====== Records shown

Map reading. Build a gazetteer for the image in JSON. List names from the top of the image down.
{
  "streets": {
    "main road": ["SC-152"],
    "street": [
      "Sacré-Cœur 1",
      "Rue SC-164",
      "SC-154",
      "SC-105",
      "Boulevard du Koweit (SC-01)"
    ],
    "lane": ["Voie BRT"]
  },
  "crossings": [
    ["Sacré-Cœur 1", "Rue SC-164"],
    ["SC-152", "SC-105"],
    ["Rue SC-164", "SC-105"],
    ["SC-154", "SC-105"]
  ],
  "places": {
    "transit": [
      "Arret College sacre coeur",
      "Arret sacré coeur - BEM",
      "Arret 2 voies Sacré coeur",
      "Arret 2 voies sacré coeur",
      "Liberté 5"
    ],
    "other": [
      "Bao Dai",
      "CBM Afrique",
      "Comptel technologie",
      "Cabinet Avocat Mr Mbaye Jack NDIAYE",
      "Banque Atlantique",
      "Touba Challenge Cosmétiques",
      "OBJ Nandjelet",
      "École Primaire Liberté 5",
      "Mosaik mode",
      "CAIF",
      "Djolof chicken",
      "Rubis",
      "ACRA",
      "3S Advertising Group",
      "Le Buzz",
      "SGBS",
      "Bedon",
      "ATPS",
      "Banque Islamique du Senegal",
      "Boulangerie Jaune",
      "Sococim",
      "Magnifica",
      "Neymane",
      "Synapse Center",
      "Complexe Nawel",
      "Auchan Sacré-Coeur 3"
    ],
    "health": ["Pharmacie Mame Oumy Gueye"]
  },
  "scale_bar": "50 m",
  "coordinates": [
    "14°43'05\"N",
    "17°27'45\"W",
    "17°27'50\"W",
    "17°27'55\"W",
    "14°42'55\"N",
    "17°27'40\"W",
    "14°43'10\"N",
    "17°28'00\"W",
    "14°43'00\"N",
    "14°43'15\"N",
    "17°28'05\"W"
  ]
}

============

Activity: Output every record exactly as written, with nothing dropped.

Expected answer:
Map reading. Build a gazetteer for the image in JSON. List names from the top of the image down.
{
  "streets": {
    "main road": ["SC-152"],
    "street": [
      "Sacré-Cœur 1",
      "Rue SC-164",
      "SC-154",
      "SC-105",
      "Boulevard du Koweit (SC-01)"
    ],
    "lane": ["Voie BRT"]
  },
  "crossings": [
    ["Sacré-Cœur 1", "Rue SC-164"],
    ["SC-152", "SC-105"],
    ["Rue SC-164", "SC-105"],
    ["SC-154", "SC-105"]
  ],
  "places": {
    "transit": [
      "Arret College sacre coeur",
      "Arret sacré coeur - BEM",
      "Arret 2 voies Sacré coeur",
      "Arret 2 voies sacré coeur",
      "Liberté 5"
    ],
    "other": [
      "Bao Dai",
      "CBM Afrique",
      "Comptel technologie",
      "Cabinet Avocat Mr Mbaye Jack NDIAYE",
      "Banque Atlantique",
      "Touba Challenge Cosmétiques",
      "OBJ Nandjelet",
      "École Primaire Liberté 5",
      "Mosaik mode",
      "CAIF",
      "Djolof chicken",
      "Rubis",
      "ACRA",
      "3S Advertising Group",
      "Le Buzz",
      "SGBS",
      "Bedon",
      "ATPS",
      "Banque Islamique du Senegal",
      "Boulangerie Jaune",
      "Sococim",
      "Magnifica",
      "Neymane",
      "Synapse Center",
      "Complexe Nawel",
      "Auchan Sacré-Coeur 3"
    ],
    "health": ["Pharmacie Mame Oumy Gueye"]
  },
  "scale_bar": "50 m",
  "coordinates": [
    "14°43'05\"N",
    "17°27'45\"W",
    "17°27'50\"W",
    "17°27'55\"W",
    "14°42'55\"N",
    "17°27'40\"W",
    "14°43'10\"N",
    "17°28'00\"W",
    "14°43'00\"N",
    "14°43'15\"N",
    "17°28'05\"W"
  ]
}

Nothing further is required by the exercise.